## Activity
Report how many lines of the entries below contain the word "Park", and nothing more.

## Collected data
- - -

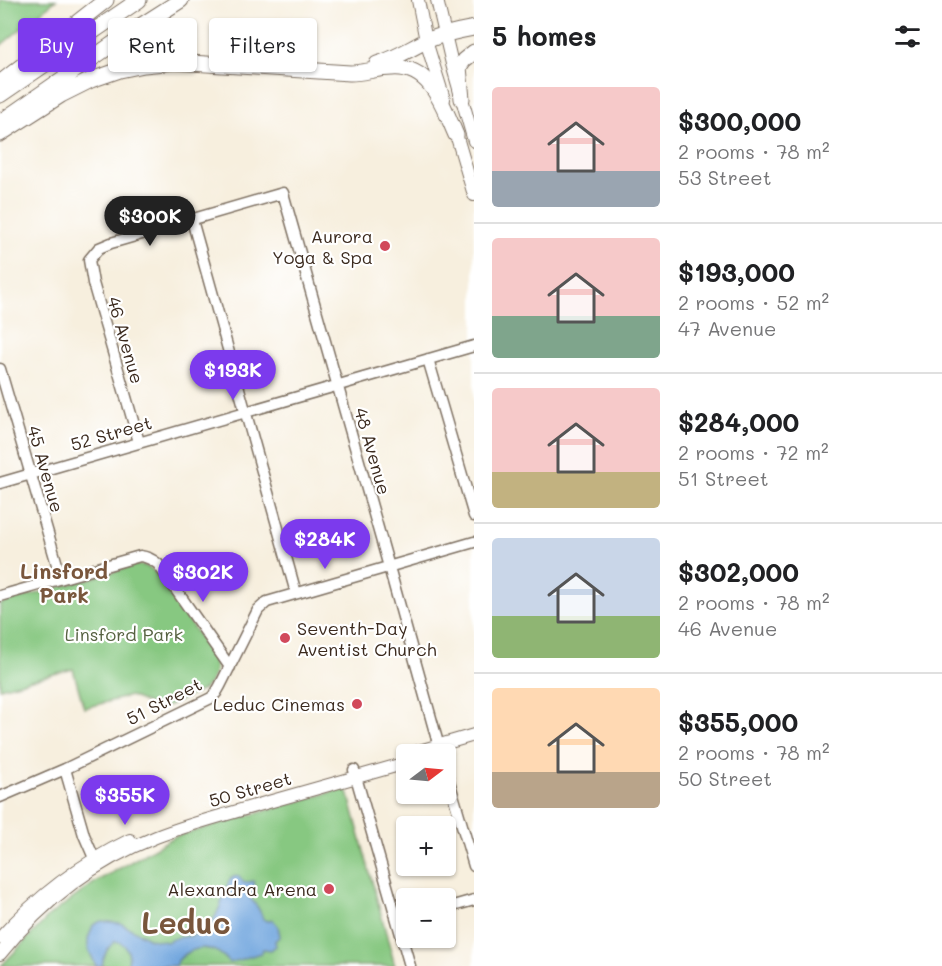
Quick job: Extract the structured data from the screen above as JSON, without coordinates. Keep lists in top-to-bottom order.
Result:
{
  "streets": {
    "main road": ["50 Street"],
    "street": [
      "46 Avenue",
      "52 Street",
      "48 Avenue",
      "45 Avenue",
      "51 Street"
    ]
  },
  "crossings": [
    ["46 Avenue", "52 Street"],
    ["46 Avenue", "48 Avenue"],
    ["52 Street", "48 Avenue"],
    ["52 Street", "45 Avenue"],
    ["48 Avenue", "51 Street"]
  ],
  "districts": ["Linsford Park", "Leduc"],
  "parks": ["Linsford Park"],
  "places": [
    "Aurora Yoga & Spa",
    "Seventh-Day Aventist Church",
    "Leduc Cinemas",
    "Alexandra Arena"
  ],
  "north": "right",
  "page": {
    "heading": "5 homes",
    "chip": ["Buy", "Rent", "Filters"],
    "list": [
      {
        "name": "$300,000",
        "note": "2 rooms · 78 m² · 53 Street"
      },
      {
        "name": "$193,000",
        "note": "2 rooms · 52 m² · 47 Avenue"
      },
      {
        "name": "$284,000",
        "note": "2 rooms · 72 m² · 51 Street"
      },
      {
        "name": "$302,000",
        "note": "2 rooms · 78 m² · 46 Avenue"
      },
      {
        "name": "$355,000",
        "note": "2 rooms · 78 m² · 50 Street"
      }
    ],
    "price": [
      "$300K",
      "$193K",
      "$284K",
      "$302K",
      "$355K"
    ],
    "map_buttons": ["+", "−"]
  }
}
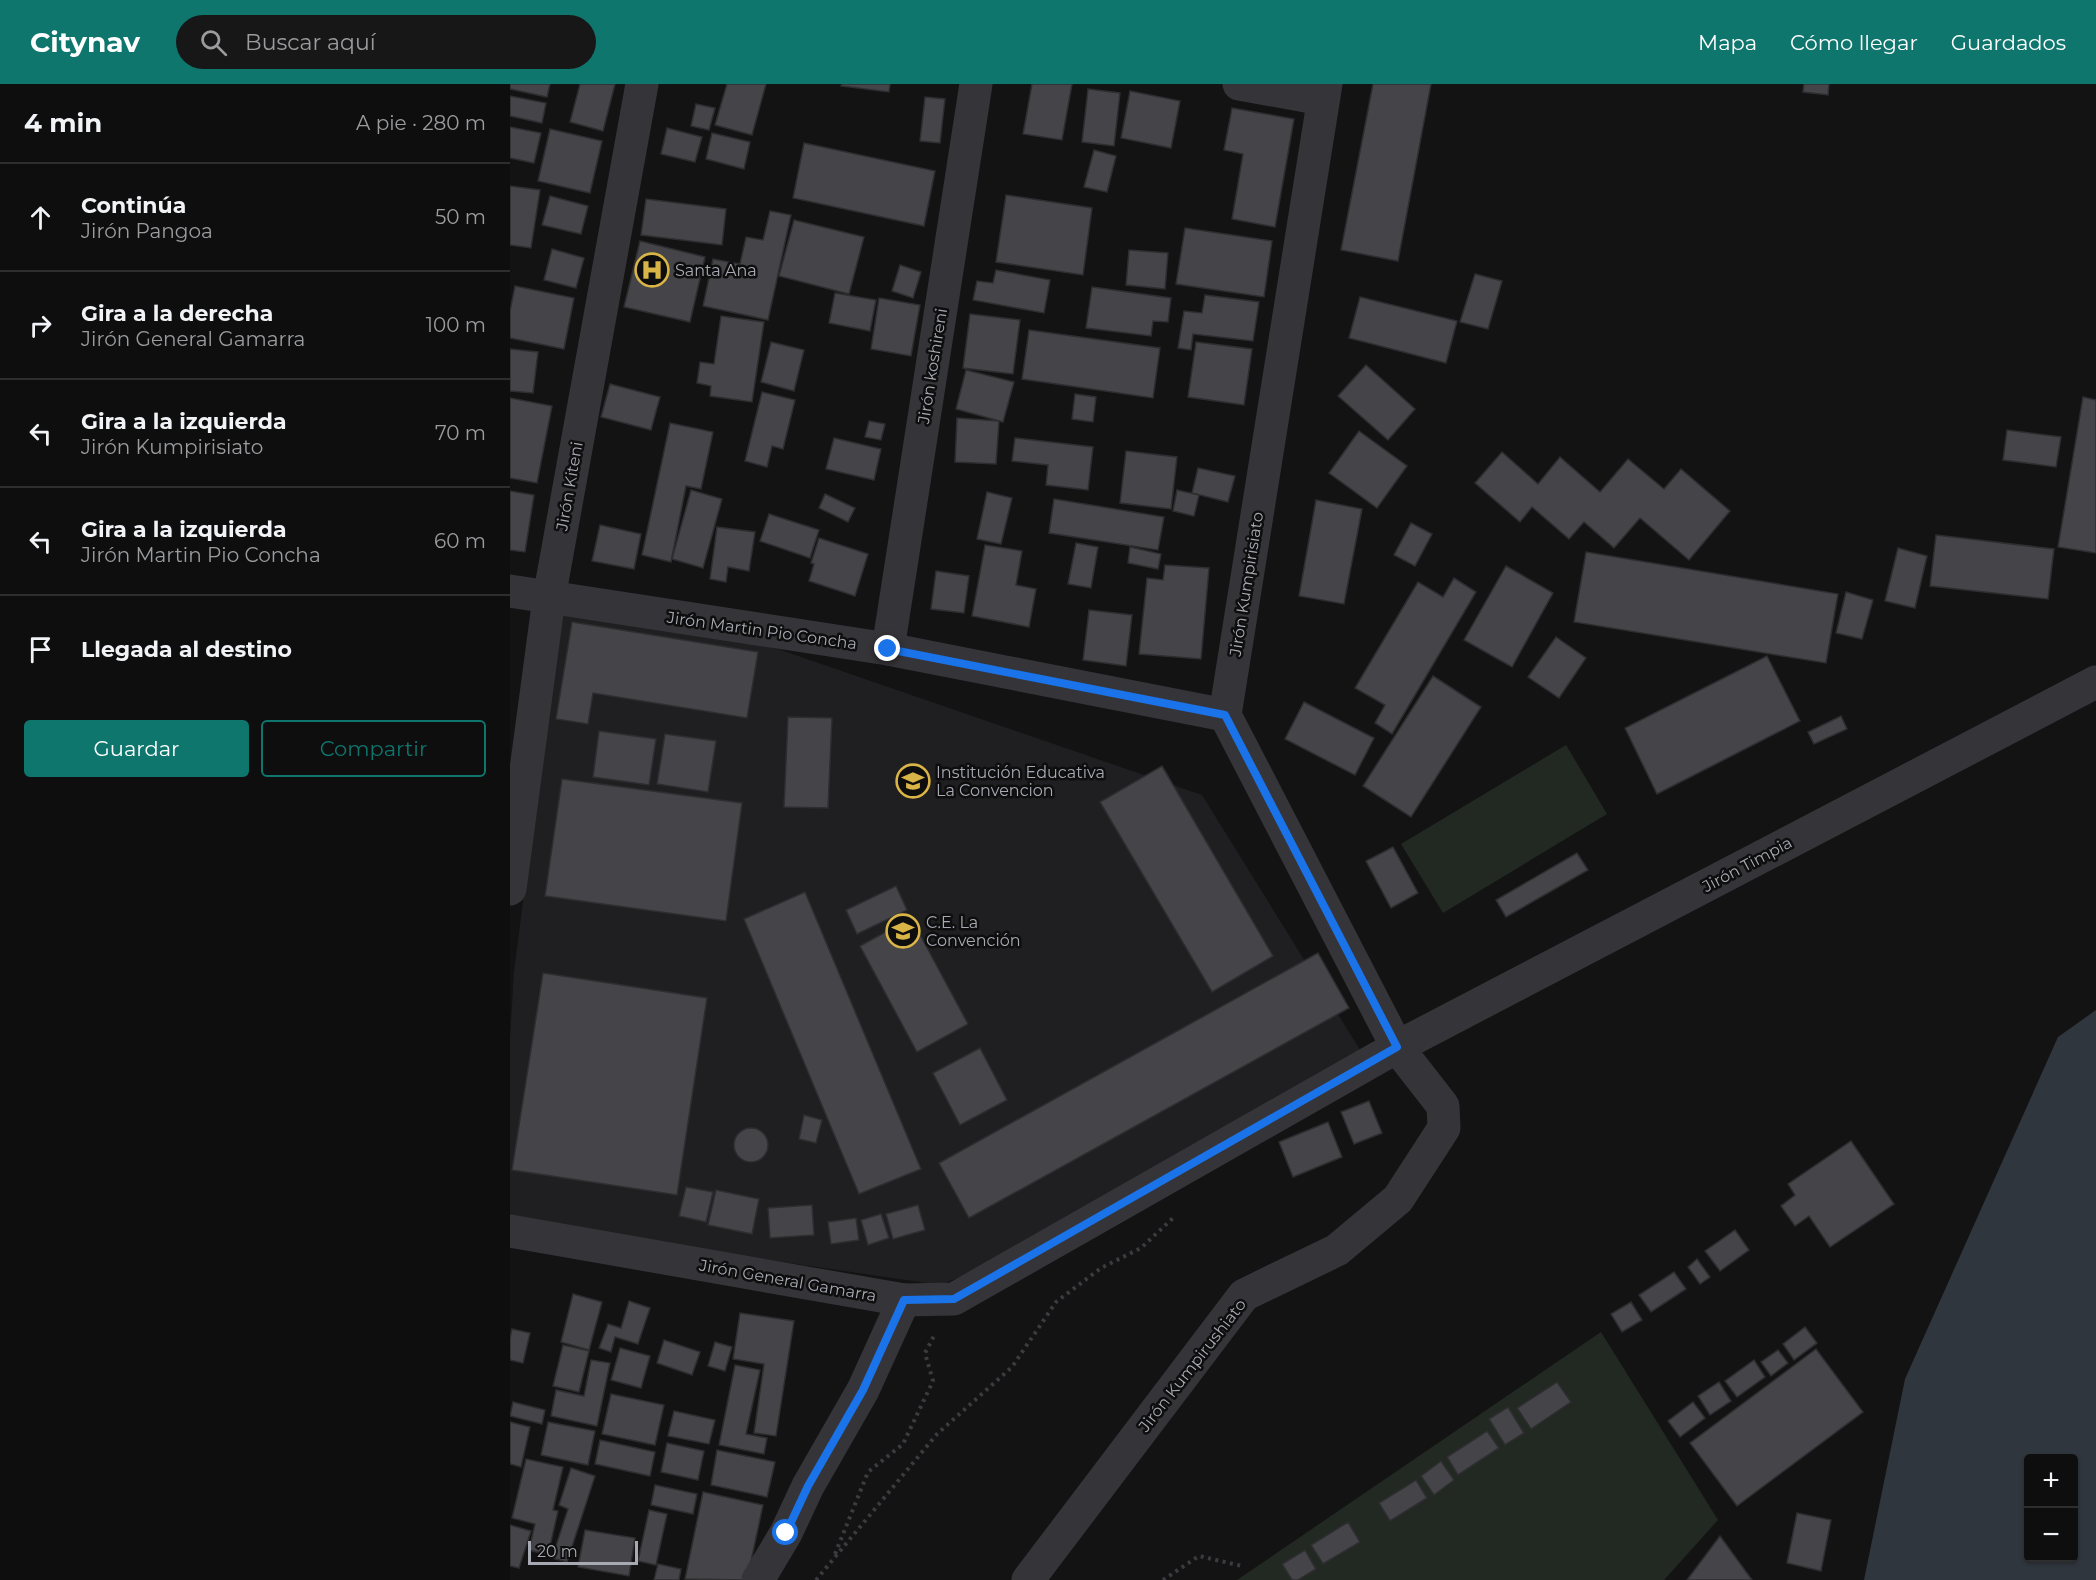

- - -

## Response to this exercise
2